+++ MATERIAL PROVIDED +++

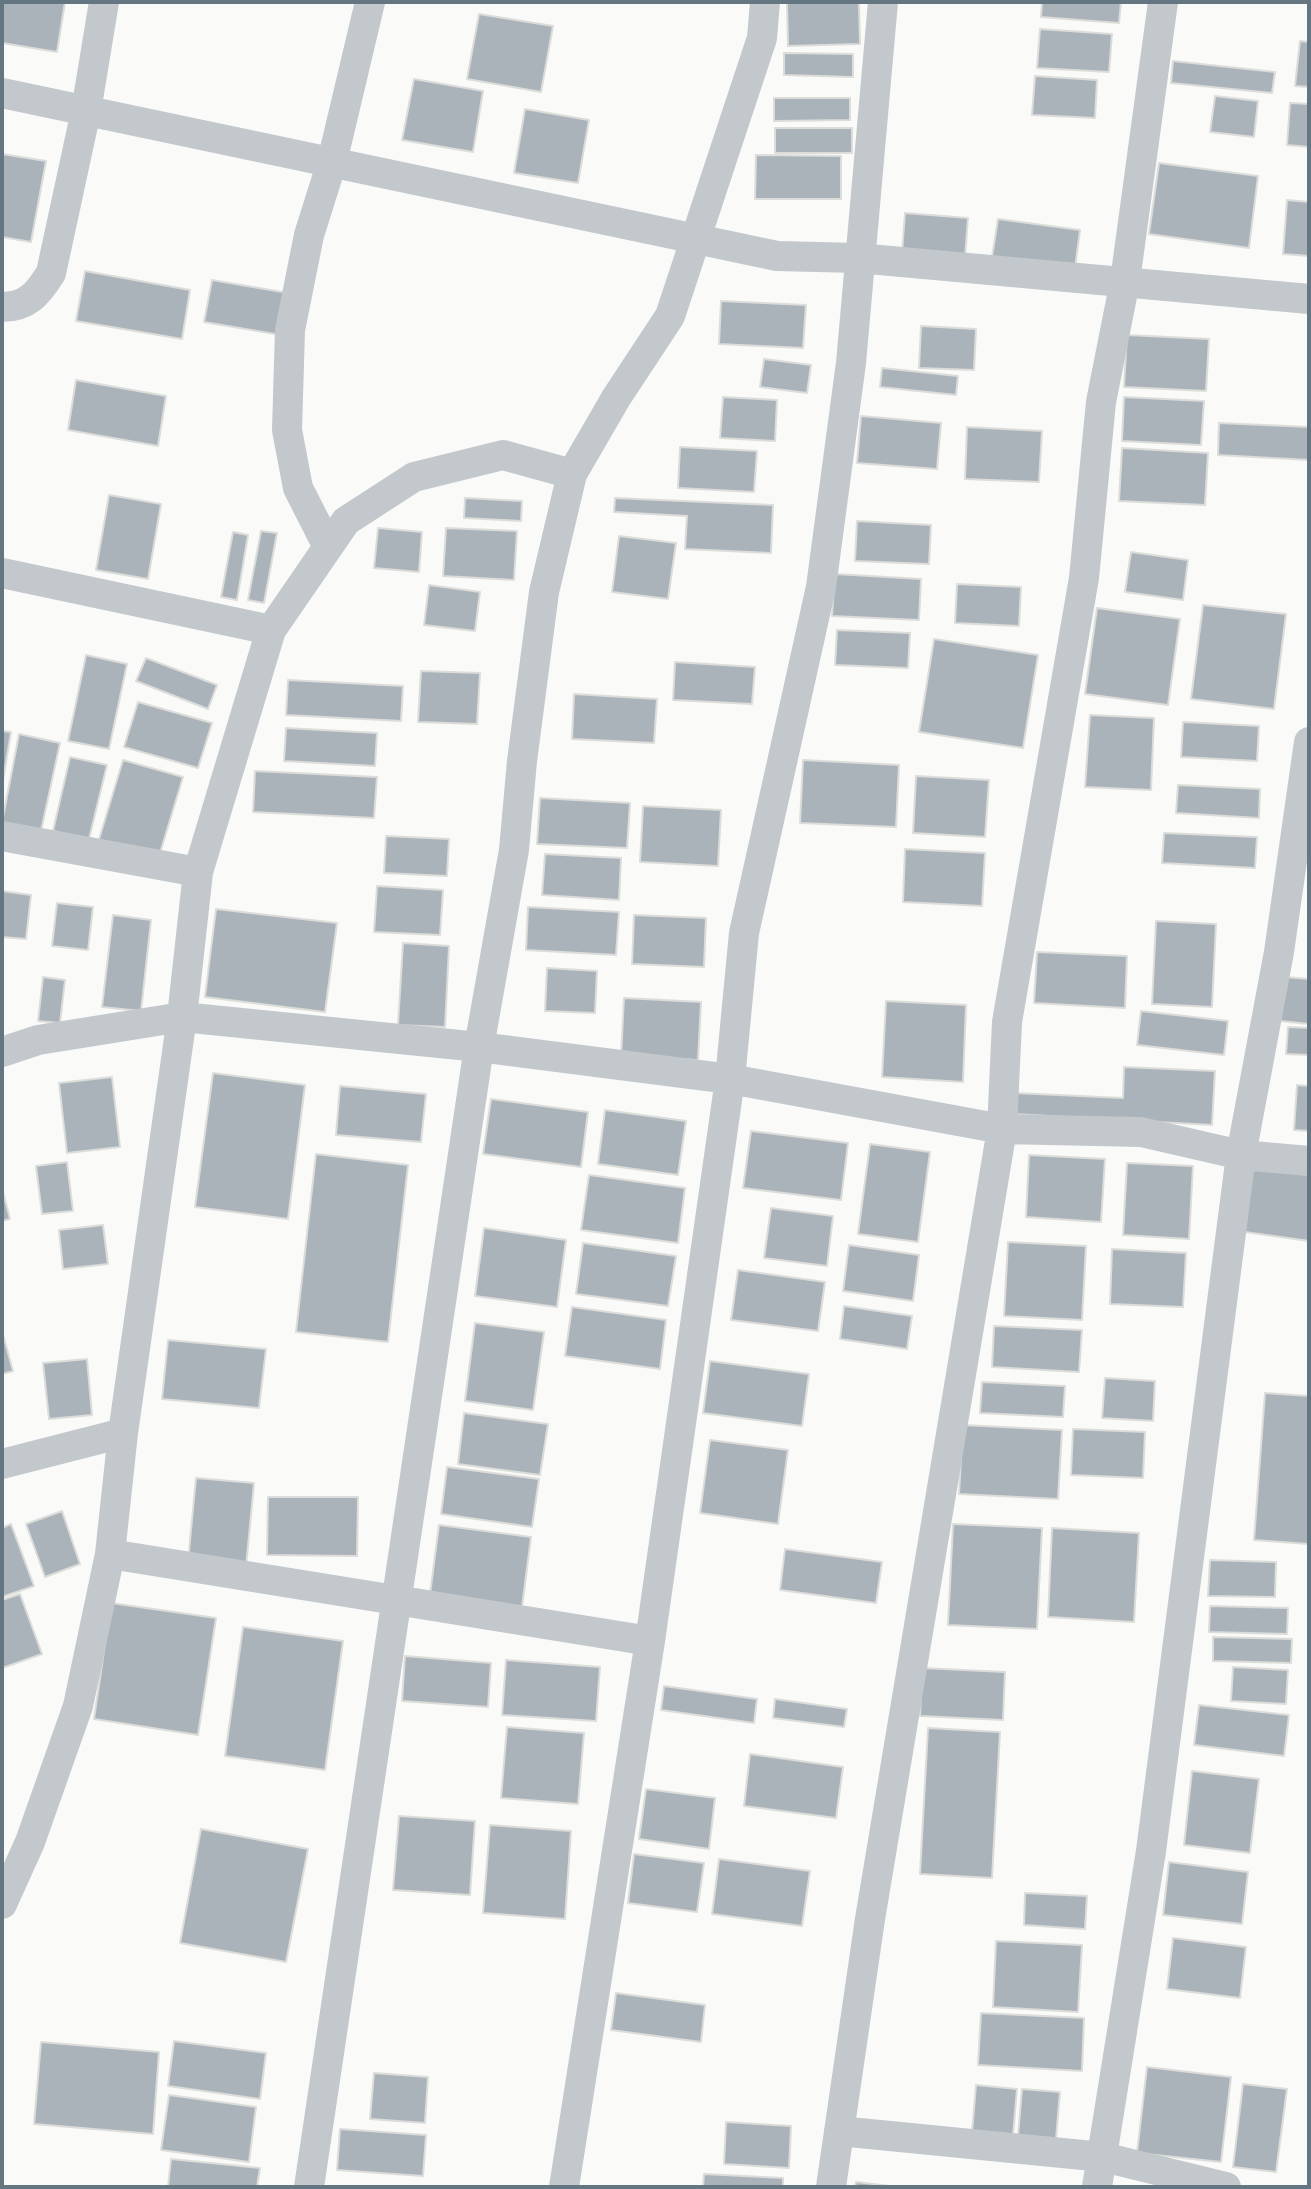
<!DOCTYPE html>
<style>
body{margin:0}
#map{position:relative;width:1311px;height:2189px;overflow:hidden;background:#fafaf8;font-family:"DM Sans",sans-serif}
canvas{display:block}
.frame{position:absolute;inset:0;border:4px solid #657683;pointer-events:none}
</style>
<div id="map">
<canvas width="1311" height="2189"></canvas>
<div class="frame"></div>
</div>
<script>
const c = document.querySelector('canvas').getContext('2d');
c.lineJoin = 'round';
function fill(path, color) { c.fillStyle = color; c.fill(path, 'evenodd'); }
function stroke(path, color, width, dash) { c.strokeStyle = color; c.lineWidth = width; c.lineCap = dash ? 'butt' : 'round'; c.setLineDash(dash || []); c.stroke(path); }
const building = new Path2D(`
 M2,2H65L57,52L2,43Z
 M787,2H859L860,44L788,46Z
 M1042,2H1121L1119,23L1041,17Z
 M479,14L553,26L541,92L467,79Z
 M1040,29L1112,34L1109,72L1037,68Z
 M1300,41L1309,42V87L1295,86Z
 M784,53L853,54V77L784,75Z
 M1173,61L1275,72L1272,93L1171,83Z
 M1035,76L1097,80L1095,118L1032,115Z
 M414,79L483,91L473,152L402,140Z
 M1215,96L1258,101L1254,137L1210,132Z
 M774,98H850V120L774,121Z
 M1290,103L1309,104V147L1287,145Z
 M525,109L589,120L578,183L514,173Z
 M775,128H852V153H775Z
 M2,154L46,161L31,242L2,237Z
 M756,155L841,156V199H755Z
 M1159,163L1258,176L1249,248L1149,234Z
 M1287,200L1309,202V256L1283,254Z
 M905,213L968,218L965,257L902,253Z
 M998,219L1080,230L1075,268L992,257Z
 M85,271L190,290L182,339L76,321Z
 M212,280L288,293L281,335L204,322Z
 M721,301L806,305L803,348L719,344Z
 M921,326L976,329L974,370L919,368Z
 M1127,335L1209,339L1206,391L1124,387Z
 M764,359L811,365L807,393L760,387Z
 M882,368L958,376L956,395L880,387Z
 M76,380L166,396L158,446L68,430Z
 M723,397L777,400L775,441L720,438Z
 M1124,397L1204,401L1201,445L1122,441Z
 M861,416L941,423L937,469L857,463Z
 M1219,423L1309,427V460L1218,455Z
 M967,427L1042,431L1039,482L965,479Z
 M680,447L757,451L754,492L678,488Z
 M1122,448L1208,453L1205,505L1119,501Z
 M109,495L161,504L148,579L96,570Z
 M465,498L522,501L521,521L464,518Z
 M615,498L773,505L771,553L685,549L687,516L614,512Z
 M857,521L931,525L929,564L855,561Z
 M378,528L422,532L419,572L374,568Z
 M446,528L517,531L514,580L443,576Z
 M261,531L277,533L264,603L248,600Z
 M233,532L248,535L237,600L221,597Z
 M619,536L676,543L668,599L612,592Z
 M1131,552L1188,560L1183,600L1125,592Z
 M835,574L921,579L919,620L832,616Z
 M957,584L1021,587L1019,626L955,623Z
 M429,585L480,592L475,631L424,625Z
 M1203,605L1286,614L1274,709L1191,699Z
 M1097,608L1180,619L1168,705L1085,694Z
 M837,630L910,633L908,668L835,665Z
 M934,639L1038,655L1023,748L919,732Z
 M86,655L127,664L109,749L68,741Z
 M146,658L217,685L208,709L136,681Z
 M675,662L755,667L752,704L673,700Z
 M421,671L480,673L477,724L418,722Z
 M288,680L403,686L401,721L286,715Z
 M574,694L657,699L654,743L572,739Z
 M138,702L212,723L198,768L124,747Z
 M1090,715L1154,718L1151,790L1085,787Z
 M1183,722L1259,726L1257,761L1181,757Z
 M286,728L377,733L375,766L284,761Z
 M2,731L11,732L2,786Z
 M19,734L60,743L41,831L2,823Z
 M70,757L107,765L89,839L53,831Z
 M123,760L183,777L157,863L97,846Z
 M803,760L899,765L896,827L800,823Z
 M255,771L377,777L374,818L253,812Z
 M916,776L989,780L985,837L913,833Z
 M1178,785L1260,789L1259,818L1176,813Z
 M540,798L630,803L627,848L537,844Z
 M643,806L721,810L718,866L640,862Z
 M1164,833L1257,837L1255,868L1162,863Z
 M386,836L449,839L447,876L384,873Z
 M905,849L985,853L982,906L903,902Z
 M545,854L621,858L619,900L542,895Z
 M377,886L443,890L440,935L374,932Z
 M2,891L31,895L26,939L2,937Z
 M57,903L93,907L88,950L52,946Z
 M528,907L619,912L616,955L526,950Z
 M216,909L337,923L325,1012L205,997Z
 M113,915L151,920L141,1011L102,1007Z
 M634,915L706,918L704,967L632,964Z
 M1156,921L1216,924L1212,1007L1152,1004Z
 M403,943L449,946L445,1027L398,1025Z
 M1037,952L1127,956L1125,1008L1034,1003Z
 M547,968L597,971L595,1013L545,1011Z
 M43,977L65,980L60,1023L38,1021Z
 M1284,977L1309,979V1024L1280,1021Z
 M624,998L701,1002L698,1060L621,1056Z
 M886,1001L966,1005L963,1082L882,1077Z
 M1141,1011L1228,1021L1224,1055L1137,1045Z
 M1288,1027L1309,1028V1055L1286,1054Z
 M1124,1067L1215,1071L1212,1125L1013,1114L1014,1093L1123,1098Z
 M213,1073L305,1085L288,1219L195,1207Z
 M112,1077L120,1147L67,1153L59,1083Z
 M1297,1085L1309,1086V1131L1294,1130Z
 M340,1086L426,1094L421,1142L336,1135Z
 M491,1099L588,1112L581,1167L483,1154Z
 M605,1110L686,1121L678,1175L598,1164Z
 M751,1131L848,1143L841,1200L743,1188Z
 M870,1144L930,1152L918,1242L858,1234Z
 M316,1154L408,1165L388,1342L296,1332Z
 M1029,1155L1105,1159L1101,1222L1026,1217Z
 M1241,1155L1309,1168V1241L1238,1231Z
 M67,1162L73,1211L42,1214L36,1166Z
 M1127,1163L1193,1166L1189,1239L1123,1235Z
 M589,1175L685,1188L678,1243L581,1230Z
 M2,1188L10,1219L2,1221Z
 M771,1208L833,1216L827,1266L764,1258Z
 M103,1225L108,1264L63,1269L59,1230Z
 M484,1228L566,1240L557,1307L475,1296Z
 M1008,1242L1086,1246L1082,1320L1004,1316Z
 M583,1243L676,1256L668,1306L576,1294Z
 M849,1245L919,1255L913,1301L843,1291Z
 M1112,1249L1186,1253L1183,1307L1110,1304Z
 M738,1270L825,1282L818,1331L731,1320Z
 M844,1306L912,1316L907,1349L840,1339Z
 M572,1307L666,1320L660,1369L565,1356Z
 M475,1323L544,1332L533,1410L465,1401Z
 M994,1326L1082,1330L1079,1372L992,1367Z
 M2,1331L13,1371L2,1374Z
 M168,1340L266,1349L259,1408L162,1399Z
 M87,1359L92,1415L49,1419L43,1363Z
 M710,1361L809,1374L802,1426L703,1413Z
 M1105,1378L1155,1381L1153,1421L1102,1418Z
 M982,1382L1065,1386L1063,1417L980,1413Z
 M1265,1393L1309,1396V1544L1254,1540Z
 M464,1413L548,1424L540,1475L458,1464Z
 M963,1425L1062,1430L1058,1499L959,1494Z
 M1073,1429L1145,1432L1143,1478L1071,1475Z
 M710,1440L788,1450L778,1524L700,1513Z
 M447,1467L539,1479L532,1527L441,1514Z
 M196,1478L254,1483L246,1567L188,1562Z
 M268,1497H358L357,1556L267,1555Z
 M62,1511L80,1564L45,1577L26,1524Z
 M11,1524L34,1586L2,1597V1528Z
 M953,1524L1042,1528L1037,1629L948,1625Z
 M439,1525L531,1537L521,1615L429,1602Z
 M1052,1528L1139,1533L1134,1622L1048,1617Z
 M785,1549L882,1562L876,1603L780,1590Z
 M1210,1560L1276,1562L1275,1597L1208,1596Z
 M20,1594L42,1654L2,1668V1600Z
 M111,1603L216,1618L198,1735L94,1719Z
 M1210,1606L1288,1608L1287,1634L1209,1632Z
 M243,1627L343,1641L325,1770L225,1756Z
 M1213,1637L1292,1639L1291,1663L1213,1661Z
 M405,1656L491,1663L488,1707L402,1701Z
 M506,1660L600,1667L596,1721L502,1715Z
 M1233,1667L1288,1670L1286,1704L1231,1701Z
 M922,1668L1005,1672L1003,1720L920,1716Z
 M664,1686L757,1699L754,1723L661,1710Z
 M775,1699L847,1709L844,1727L773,1718Z
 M1199,1705L1289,1715L1284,1756L1194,1745Z
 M507,1727L584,1733L578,1804L501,1798Z
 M928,1728L1000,1732L992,1878L920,1874Z
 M750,1754L843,1767L836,1818L744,1806Z
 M1192,1771L1259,1779L1250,1853L1184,1845Z
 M646,1789L715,1798L709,1849L639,1839Z
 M399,1816L475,1821L470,1895L393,1890Z
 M490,1825L571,1831L565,1919L483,1913Z
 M201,1829L308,1849L286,1962L180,1943Z
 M634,1854L704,1863L697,1912L628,1903Z
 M719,1859L810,1871L802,1926L712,1914Z
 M1169,1862L1248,1872L1242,1924L1163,1915Z
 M1025,1893L1087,1896L1085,1929L1024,1925Z
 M1173,1938L1246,1947L1240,1998L1167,1989Z
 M996,1941L1082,1945L1078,2012L993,2007Z
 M616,1993L705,2005L701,2042L611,2030Z
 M981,2013L1084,2018L1082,2071L978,2065Z
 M174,2041L266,2053L260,2099L168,2086Z
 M41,2042L159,2052L153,2134L34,2124Z
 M1147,2067L1231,2077L1221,2162L1137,2153Z
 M374,2073L428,2077L425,2123L370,2119Z
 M1243,2084L1287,2089L1276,2172L1233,2167Z
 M976,2085L1017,2089L1013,2135L972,2132Z
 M1022,2089L1060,2092L1056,2139L1018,2136Z
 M169,2095L256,2107L249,2162L161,2150Z
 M726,2122L791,2126L789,2168L724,2164Z
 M340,2129L426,2135L423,2176L337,2170Z
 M171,2159L260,2168L257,2187H168Z
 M704,2174L783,2178V2187H703Z
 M856,2182L899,2187H855Z`);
fill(building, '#aab3b9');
stroke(building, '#dcdcda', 2);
stroke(new Path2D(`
 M2,93L777,256L858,258L1309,299
 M2,307C27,307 38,294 51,273L86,111L104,2
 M328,547L298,488L287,430L290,330L309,235L332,162L370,2
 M2,573L271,630
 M2,836L198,872
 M2,1052L38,1040L182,1017L479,1047L730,1079L1002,1129L1141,1132L1241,1155L1309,1161
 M2,1464L123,1433
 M110,1554L650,1641
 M2,1904L30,1842L78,1706L110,1554L123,1433L182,1017L198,872L271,630L346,521L414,477L503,455L572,474
 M839,2131L1103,2157L1226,2187
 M309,2187L479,1047L514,850L522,761L544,592L572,474L616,398L670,316L762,38L765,2
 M564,2187L650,1641L730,1079L744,933L821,587L851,363L883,2
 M831,2187L870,1919L1002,1129L1007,1022L1084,578L1101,402L1125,281L1163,2
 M1097,2187L1151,1851L1241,1155L1279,952L1309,742`), '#c3c8cc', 30);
</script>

+++

■ **ACTION ITEM**: In the entries above, identify each line that includes the string "canvas", then copy it.

■ **WRITTEN SOLUTION**:
canvas{display:block}
<canvas width="1311" height="2189"></canvas>
const c = document.querySelector('canvas').getContext('2d');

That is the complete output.